The Tenant of Wildfell Hall is the second and final novel by the English author Anne Brontë. It was first published in 1848 under the pseudonym Acton Bell. Probably the most shocking of the Brontës' novels, it had an instant and phenomenal success, but after Anne's death her sister Charlotte prevented its re-publication.
The novel is framed as a series of letters from Gilbert Markham to his friend about the events connected with the meeting of his a mysterious young widow, calling herself Helen Graham, who arrives at Wildfell Hall, an Elizabethan mansion which has been empty for many years, with her young son and a servant. Contrary to the early 19th century norms, Helen pursues an artist's career and makes an income by selling her pictures. Mrs. Graham's strict seclusion soon gives rise to gossip in the neighbouring village and she becomes a social outcast. Refusing to believe anything scandalous about her, Gilbert befriends Mrs. Graham and discovers her past. In the diary she gives Gilbert, Helen chronicles her husband's physical and moral decline through alcohol and debauchery in the dissipated aristocratic society. Ultimately Helen flees with her son, whom she desperately wishes to save from his father's influence. The depiction of marital strife and women's professional identification has also a strong moral message mitigated by Anne Brontë's belief in universal salvation.

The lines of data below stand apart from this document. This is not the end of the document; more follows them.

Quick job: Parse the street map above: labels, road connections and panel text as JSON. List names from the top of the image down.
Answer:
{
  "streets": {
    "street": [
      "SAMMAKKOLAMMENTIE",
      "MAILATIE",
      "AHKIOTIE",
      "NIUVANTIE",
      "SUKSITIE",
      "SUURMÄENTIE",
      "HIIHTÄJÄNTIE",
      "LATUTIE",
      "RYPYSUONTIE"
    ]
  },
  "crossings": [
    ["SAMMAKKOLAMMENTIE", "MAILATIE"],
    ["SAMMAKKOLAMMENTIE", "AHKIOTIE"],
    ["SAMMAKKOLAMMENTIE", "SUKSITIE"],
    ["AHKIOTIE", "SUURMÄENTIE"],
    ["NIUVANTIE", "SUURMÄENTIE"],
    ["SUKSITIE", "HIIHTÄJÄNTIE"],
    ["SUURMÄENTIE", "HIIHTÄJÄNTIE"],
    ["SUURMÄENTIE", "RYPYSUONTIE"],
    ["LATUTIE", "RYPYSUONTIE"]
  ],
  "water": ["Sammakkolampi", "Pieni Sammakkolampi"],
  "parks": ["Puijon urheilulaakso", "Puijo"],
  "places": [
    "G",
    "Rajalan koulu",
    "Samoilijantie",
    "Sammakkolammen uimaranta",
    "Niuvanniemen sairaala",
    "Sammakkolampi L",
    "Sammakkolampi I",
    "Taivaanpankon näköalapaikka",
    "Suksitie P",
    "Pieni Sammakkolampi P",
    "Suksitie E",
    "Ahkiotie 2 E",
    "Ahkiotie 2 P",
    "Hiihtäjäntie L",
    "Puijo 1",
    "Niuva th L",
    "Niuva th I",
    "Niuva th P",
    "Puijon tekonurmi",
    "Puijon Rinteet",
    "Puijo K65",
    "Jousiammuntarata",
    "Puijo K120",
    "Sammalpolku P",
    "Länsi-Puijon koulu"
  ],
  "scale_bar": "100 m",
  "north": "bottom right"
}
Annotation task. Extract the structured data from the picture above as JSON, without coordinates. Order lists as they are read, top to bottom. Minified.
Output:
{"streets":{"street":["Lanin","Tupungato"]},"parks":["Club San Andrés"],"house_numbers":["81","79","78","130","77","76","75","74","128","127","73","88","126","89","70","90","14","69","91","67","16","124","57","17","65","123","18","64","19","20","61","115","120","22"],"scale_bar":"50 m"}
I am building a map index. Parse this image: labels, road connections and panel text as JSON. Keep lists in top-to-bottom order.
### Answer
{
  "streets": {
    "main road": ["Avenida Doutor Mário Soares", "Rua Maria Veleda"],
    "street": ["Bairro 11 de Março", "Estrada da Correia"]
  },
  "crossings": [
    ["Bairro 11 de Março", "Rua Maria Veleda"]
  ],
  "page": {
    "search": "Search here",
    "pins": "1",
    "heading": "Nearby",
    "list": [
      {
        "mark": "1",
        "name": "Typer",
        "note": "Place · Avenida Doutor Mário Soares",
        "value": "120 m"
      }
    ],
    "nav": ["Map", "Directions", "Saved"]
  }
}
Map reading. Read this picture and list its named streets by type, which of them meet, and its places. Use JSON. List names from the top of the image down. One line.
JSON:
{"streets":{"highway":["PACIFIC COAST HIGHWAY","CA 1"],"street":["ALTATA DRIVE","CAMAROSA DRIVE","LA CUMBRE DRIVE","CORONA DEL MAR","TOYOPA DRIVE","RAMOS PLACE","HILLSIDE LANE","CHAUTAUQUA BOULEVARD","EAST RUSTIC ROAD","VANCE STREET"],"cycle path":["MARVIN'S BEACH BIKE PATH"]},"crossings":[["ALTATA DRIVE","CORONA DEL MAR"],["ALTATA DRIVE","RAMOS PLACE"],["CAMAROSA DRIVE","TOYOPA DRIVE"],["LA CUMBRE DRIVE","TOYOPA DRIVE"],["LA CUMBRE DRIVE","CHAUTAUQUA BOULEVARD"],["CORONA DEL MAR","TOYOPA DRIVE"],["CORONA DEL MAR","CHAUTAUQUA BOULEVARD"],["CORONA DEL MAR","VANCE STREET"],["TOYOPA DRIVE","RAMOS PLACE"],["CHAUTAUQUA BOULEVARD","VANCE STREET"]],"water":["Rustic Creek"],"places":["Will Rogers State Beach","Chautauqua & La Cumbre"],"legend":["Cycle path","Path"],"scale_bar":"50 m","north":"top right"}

The novel is divided into three volumes.
Part One (Chapters 1 to 15): Gilbert Markham narrates how a mysterious widow, Mrs Helen Graham, arrives at Wildfell Hall, a nearby mansion. A source of curiosity for the small community, the reticent Mrs Graham and her young son, Arthur, are slowly drawn into the social circles of the village. Initially Gilbert Markham casually courts Eliza Millward, despite his mother's belief that he can do better. His interest in Eliza wanes as he comes to know Mrs Graham. In retribution, Eliza spreads (and perhaps creates) scandalous rumours about Helen. With gossip flying, Gilbert is led to believe that his friend Mr Lawrence is courting Mrs Graham. At a chance meeting on a road Gilbert strikes the mounted Lawrence with a whip handle, causing him to fall from his horse. Though she is unaware of this confrontation, Helen Graham still refuses to marry Gilbert, but when he accuses her of loving Lawrence she gives him her diaries.